Y ¿Por qué el Conpes es tan importante? Porque el Conpes define prioridades nacionales, asigna recursos, fija políticas de largo plazo, y permite asegurar que proyectos de infraestructura vial cuenten con financiamiento estable, planificación interinstitucional y seguimiento nacional. Si una vía no aparece entre las prioridades del Conpes, queda relegada a una menor inversión, que resulta en la gran mayoría de los casos, insuficiente para suplir las múltiples necesidades viales del territorio.

Así pues, al quedar Santander por fuera del Conpes, no se invertirán recursos del orden nacional en vías consideradas como estratégicas para la región, como la Transversal del Carare, Curos-Málaga, la variante de San Gil, los retornos del Anillo Vial, entre otros. Esta exclusión, es percibida como por los santandereanos como un abandono institucional, que deja por fuera al departamento de los beneficios de planificación y la financiación nacional indispensable para gozar de unas carreteras dignas que permitan mejoras en los tiempos de desplazamiento, mayor competitividad, y menores costos por trayecto.
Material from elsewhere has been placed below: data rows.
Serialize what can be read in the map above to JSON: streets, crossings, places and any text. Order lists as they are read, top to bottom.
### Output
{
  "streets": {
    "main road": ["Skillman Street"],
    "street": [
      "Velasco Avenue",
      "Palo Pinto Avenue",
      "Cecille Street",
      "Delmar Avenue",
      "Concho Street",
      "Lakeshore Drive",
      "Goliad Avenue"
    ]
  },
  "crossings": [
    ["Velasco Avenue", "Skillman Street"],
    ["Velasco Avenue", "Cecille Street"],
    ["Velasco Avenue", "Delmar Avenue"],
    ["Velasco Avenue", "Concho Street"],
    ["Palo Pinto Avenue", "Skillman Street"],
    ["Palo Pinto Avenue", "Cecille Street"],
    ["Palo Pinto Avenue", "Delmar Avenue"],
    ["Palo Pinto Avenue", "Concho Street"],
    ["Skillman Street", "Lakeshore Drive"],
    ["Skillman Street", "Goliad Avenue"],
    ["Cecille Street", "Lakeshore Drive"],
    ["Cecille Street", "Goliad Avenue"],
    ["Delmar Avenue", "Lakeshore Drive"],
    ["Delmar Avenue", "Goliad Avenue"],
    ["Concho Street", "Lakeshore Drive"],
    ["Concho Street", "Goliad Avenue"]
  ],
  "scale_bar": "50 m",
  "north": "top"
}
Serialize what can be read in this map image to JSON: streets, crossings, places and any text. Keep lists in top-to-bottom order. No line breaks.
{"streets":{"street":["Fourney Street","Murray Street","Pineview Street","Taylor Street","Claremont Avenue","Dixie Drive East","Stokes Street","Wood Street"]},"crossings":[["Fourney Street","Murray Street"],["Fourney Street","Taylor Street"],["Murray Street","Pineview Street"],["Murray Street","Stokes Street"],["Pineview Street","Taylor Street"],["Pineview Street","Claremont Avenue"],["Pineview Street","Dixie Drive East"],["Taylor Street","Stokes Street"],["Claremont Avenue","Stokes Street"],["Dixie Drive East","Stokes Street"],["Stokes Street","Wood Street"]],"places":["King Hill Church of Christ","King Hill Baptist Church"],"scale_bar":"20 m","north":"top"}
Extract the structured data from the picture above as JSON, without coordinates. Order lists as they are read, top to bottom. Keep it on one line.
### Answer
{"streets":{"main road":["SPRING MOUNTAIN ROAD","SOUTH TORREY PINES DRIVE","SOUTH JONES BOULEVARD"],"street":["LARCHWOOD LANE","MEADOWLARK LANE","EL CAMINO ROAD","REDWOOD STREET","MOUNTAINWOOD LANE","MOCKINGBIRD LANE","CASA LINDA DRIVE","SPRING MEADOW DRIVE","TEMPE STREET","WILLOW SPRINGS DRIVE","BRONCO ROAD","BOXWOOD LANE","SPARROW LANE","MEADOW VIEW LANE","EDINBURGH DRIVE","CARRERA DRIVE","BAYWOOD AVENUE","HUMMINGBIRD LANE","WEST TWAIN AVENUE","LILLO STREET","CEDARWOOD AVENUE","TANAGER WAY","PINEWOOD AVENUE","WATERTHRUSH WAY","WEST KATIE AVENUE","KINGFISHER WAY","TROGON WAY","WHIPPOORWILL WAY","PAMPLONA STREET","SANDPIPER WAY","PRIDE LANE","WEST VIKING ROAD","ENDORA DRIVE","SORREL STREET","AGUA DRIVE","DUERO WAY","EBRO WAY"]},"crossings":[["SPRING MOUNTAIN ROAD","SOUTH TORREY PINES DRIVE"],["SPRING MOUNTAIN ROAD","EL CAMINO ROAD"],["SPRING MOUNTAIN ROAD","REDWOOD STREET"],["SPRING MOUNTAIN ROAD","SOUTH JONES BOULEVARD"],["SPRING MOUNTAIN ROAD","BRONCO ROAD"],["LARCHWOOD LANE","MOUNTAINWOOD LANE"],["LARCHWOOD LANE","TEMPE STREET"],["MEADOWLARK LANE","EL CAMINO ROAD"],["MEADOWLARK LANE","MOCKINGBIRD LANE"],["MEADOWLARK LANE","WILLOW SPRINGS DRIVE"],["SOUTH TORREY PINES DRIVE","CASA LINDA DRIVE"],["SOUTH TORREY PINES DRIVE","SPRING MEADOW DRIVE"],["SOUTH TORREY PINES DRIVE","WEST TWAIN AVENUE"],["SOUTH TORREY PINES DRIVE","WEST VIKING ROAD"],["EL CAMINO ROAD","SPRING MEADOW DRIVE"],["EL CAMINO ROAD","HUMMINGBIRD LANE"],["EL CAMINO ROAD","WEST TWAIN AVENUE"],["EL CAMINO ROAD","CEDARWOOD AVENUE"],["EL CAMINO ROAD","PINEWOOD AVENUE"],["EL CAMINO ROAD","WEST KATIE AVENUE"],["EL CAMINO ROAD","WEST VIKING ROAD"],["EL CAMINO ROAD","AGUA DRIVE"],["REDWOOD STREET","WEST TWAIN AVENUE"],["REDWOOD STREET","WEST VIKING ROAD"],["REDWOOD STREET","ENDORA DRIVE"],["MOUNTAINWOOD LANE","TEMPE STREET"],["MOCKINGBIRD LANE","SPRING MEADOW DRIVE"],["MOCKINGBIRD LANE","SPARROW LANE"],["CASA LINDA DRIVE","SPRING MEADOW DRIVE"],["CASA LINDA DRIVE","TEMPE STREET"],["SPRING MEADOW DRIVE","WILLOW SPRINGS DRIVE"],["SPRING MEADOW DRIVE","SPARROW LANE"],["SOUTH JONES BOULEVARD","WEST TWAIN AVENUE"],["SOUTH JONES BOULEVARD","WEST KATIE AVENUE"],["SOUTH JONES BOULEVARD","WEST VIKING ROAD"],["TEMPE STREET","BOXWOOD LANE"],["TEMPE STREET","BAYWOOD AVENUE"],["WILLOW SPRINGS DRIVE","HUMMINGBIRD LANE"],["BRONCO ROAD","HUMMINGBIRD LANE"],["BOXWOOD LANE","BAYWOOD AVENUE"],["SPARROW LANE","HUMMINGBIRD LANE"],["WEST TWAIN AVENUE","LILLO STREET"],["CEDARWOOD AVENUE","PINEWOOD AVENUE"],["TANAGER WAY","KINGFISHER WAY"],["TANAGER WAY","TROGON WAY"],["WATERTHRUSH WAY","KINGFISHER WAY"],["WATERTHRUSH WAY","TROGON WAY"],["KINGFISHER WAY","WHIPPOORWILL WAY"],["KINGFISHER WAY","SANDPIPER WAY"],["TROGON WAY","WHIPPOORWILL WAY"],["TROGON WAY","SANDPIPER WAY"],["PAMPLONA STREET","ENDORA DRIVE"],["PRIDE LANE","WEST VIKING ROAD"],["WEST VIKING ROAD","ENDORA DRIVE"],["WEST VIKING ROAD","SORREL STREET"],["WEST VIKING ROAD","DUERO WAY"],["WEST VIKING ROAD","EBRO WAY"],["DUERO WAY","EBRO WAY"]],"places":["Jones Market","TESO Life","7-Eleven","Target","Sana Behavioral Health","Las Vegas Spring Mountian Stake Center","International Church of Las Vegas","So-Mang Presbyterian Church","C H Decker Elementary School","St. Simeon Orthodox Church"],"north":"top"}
Santander merece que sus carreteras reflejen el ímpetu y el carácter de su población, con vías que generen desarrollo económico y mayor competitividad para el departamento. No hay que olvidar que uno de los grandes retos que tiene Santander en el Índice de Competitividad Departamental, es precisamente el pilar de infraestructura vial, en el cual nos ubicamos en el puesto 12 a nivel nacional, con un escaso puntaje de 3,92/10, lo cual no es coherente con la importancia económica de Santander y la proyección que persigue el tejido empresarial, comercial e industrial del departamento. Ahora el llamado urgente es a la bancada santandereana en el Congreso, para jalonar los recursos necesarios para reducir la deuda histórica con la infraestructura de Santander.